**Exercise aim**.
Your task is to find every line in the records that holds the string "Output" and copy it.

╭─ Supplied records

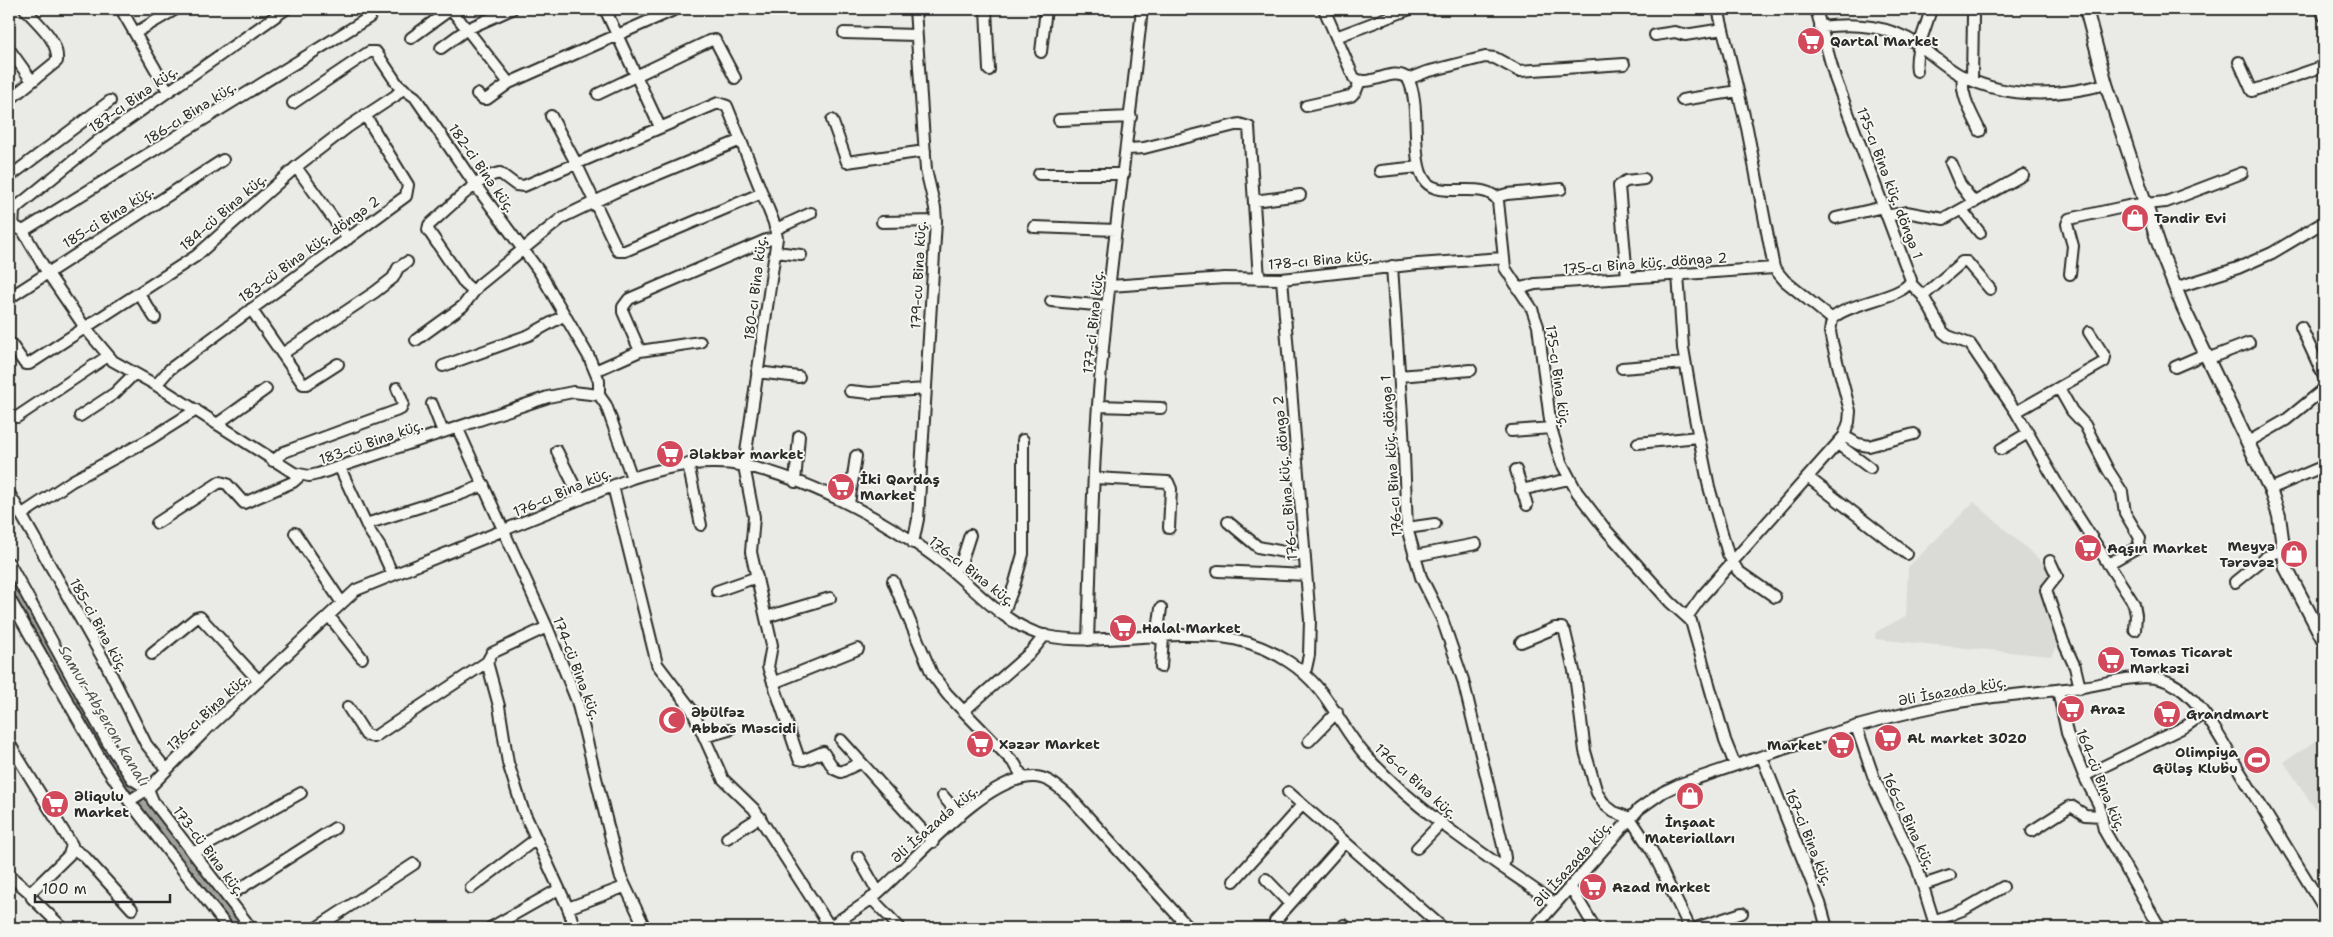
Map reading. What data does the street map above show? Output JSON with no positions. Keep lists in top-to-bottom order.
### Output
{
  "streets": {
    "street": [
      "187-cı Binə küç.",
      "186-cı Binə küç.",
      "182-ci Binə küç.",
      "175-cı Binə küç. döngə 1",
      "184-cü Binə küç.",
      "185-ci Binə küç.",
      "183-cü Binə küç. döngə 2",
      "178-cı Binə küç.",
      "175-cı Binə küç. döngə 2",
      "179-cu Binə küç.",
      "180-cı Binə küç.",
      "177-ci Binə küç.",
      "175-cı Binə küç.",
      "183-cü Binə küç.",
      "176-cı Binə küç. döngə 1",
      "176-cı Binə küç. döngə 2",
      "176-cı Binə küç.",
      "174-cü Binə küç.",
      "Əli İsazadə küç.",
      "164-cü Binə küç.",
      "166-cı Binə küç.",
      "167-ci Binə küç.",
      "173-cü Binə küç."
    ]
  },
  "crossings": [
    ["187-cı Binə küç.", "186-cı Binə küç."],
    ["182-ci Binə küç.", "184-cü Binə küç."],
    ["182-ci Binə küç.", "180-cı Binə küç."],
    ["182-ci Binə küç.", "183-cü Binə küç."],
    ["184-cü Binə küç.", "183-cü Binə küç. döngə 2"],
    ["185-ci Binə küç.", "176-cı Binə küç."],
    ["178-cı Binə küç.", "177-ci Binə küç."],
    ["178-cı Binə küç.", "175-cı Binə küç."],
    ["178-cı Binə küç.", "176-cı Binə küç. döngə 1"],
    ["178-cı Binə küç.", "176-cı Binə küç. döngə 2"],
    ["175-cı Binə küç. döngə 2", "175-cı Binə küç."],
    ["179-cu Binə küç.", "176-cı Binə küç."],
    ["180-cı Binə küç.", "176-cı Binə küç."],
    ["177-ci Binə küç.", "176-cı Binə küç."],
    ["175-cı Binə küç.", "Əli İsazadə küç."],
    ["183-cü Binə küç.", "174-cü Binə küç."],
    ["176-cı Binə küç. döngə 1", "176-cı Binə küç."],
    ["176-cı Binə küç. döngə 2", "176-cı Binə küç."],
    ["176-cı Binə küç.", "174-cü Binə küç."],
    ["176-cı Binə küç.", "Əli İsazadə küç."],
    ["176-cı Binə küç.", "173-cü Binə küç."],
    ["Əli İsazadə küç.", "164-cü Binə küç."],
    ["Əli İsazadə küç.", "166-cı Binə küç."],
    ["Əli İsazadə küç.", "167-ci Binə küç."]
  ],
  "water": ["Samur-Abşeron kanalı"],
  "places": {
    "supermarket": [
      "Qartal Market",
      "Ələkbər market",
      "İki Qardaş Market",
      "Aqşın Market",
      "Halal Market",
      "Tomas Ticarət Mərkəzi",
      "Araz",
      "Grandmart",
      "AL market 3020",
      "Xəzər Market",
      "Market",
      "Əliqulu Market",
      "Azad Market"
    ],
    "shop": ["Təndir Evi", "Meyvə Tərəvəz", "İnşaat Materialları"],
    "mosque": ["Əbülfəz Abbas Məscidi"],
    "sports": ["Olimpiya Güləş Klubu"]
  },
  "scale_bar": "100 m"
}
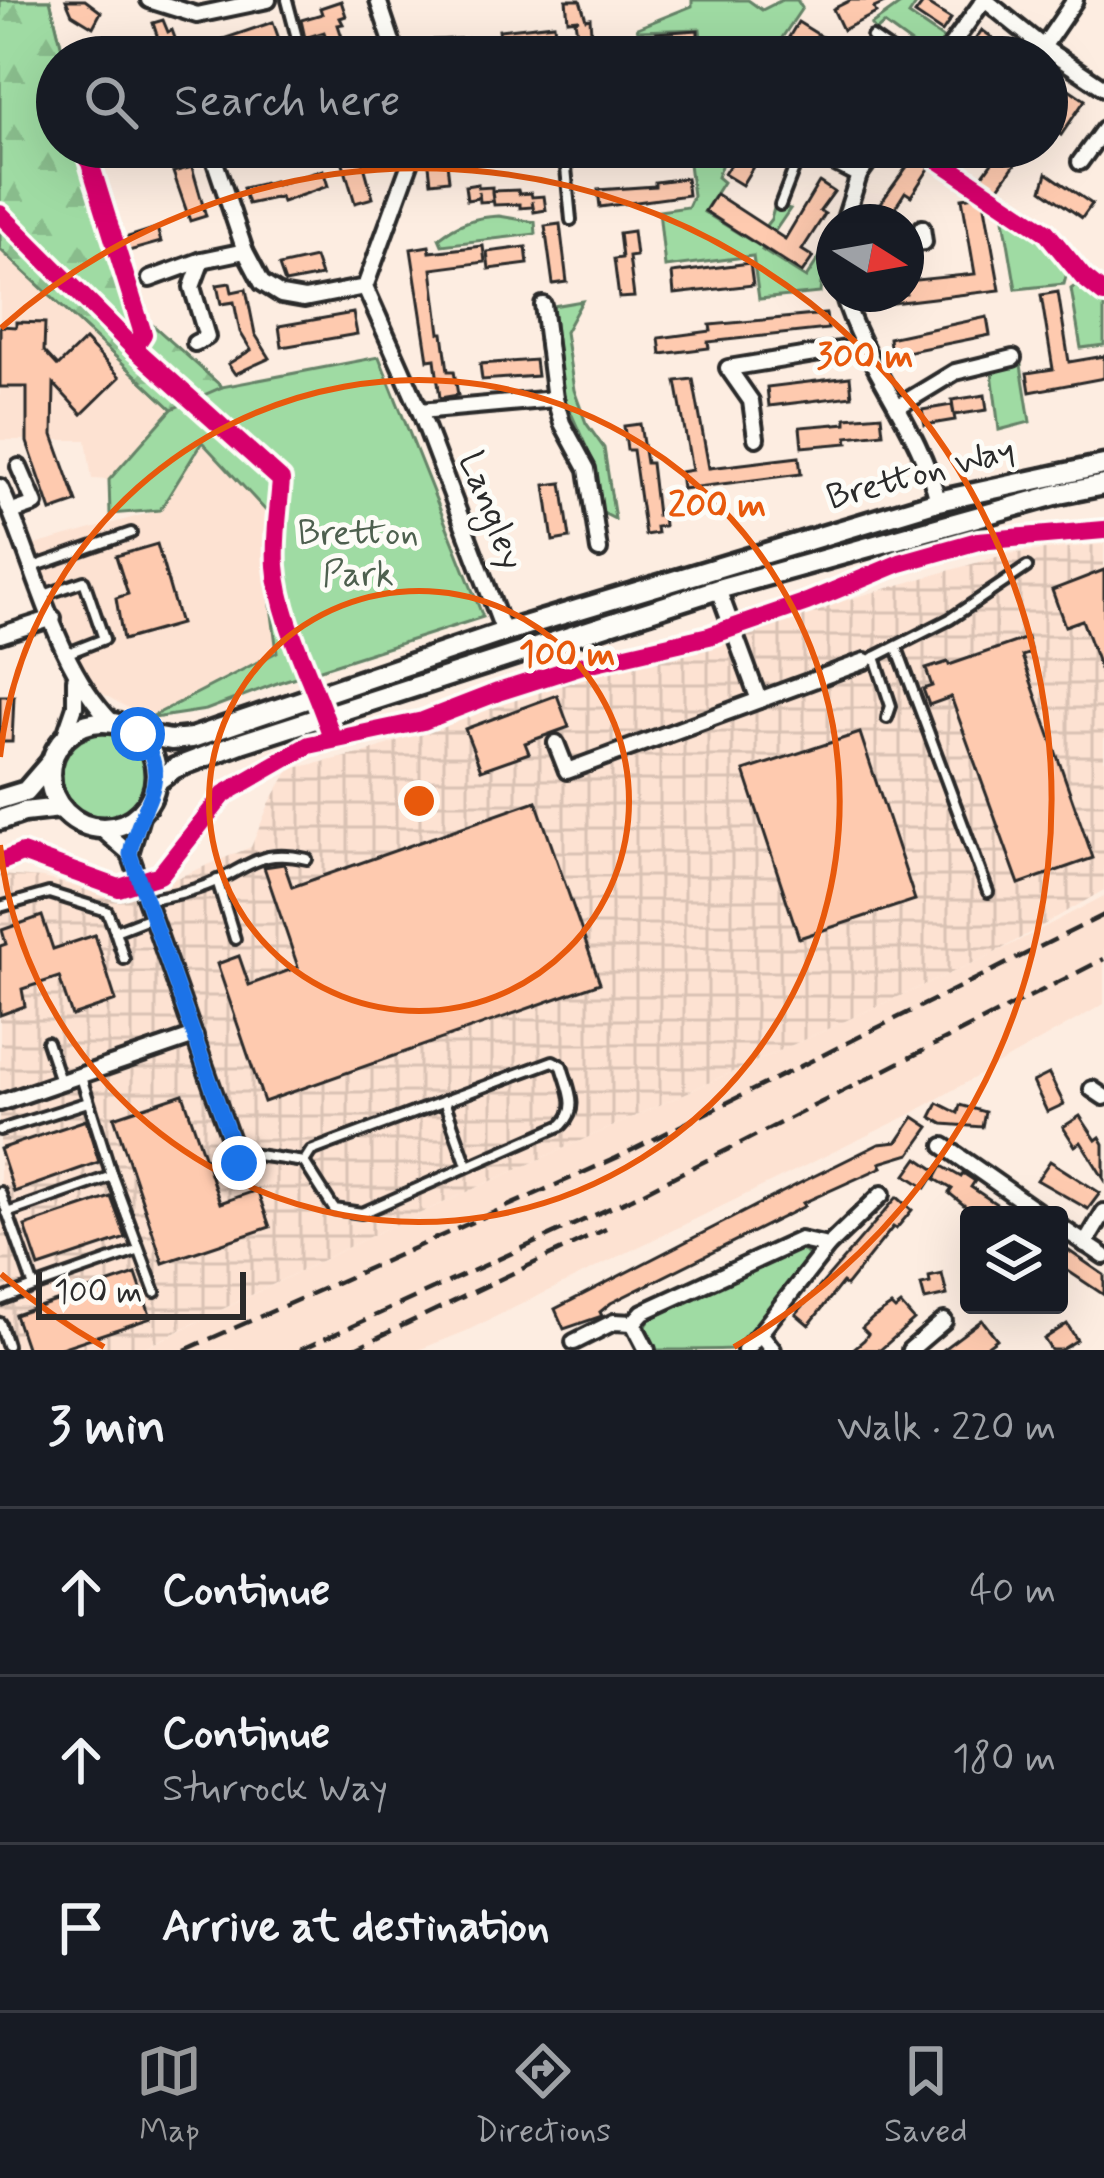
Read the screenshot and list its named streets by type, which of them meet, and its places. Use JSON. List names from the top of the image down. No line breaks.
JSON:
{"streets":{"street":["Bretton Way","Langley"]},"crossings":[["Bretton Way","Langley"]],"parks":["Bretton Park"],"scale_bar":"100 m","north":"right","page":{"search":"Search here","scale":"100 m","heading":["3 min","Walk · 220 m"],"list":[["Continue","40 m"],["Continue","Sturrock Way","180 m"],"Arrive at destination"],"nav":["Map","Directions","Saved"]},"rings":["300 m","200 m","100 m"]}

╰─

**Answer space**.
Map reading. What data does the street map above show? Output JSON with no positions. Keep lists in top-to-bottom order.
### Output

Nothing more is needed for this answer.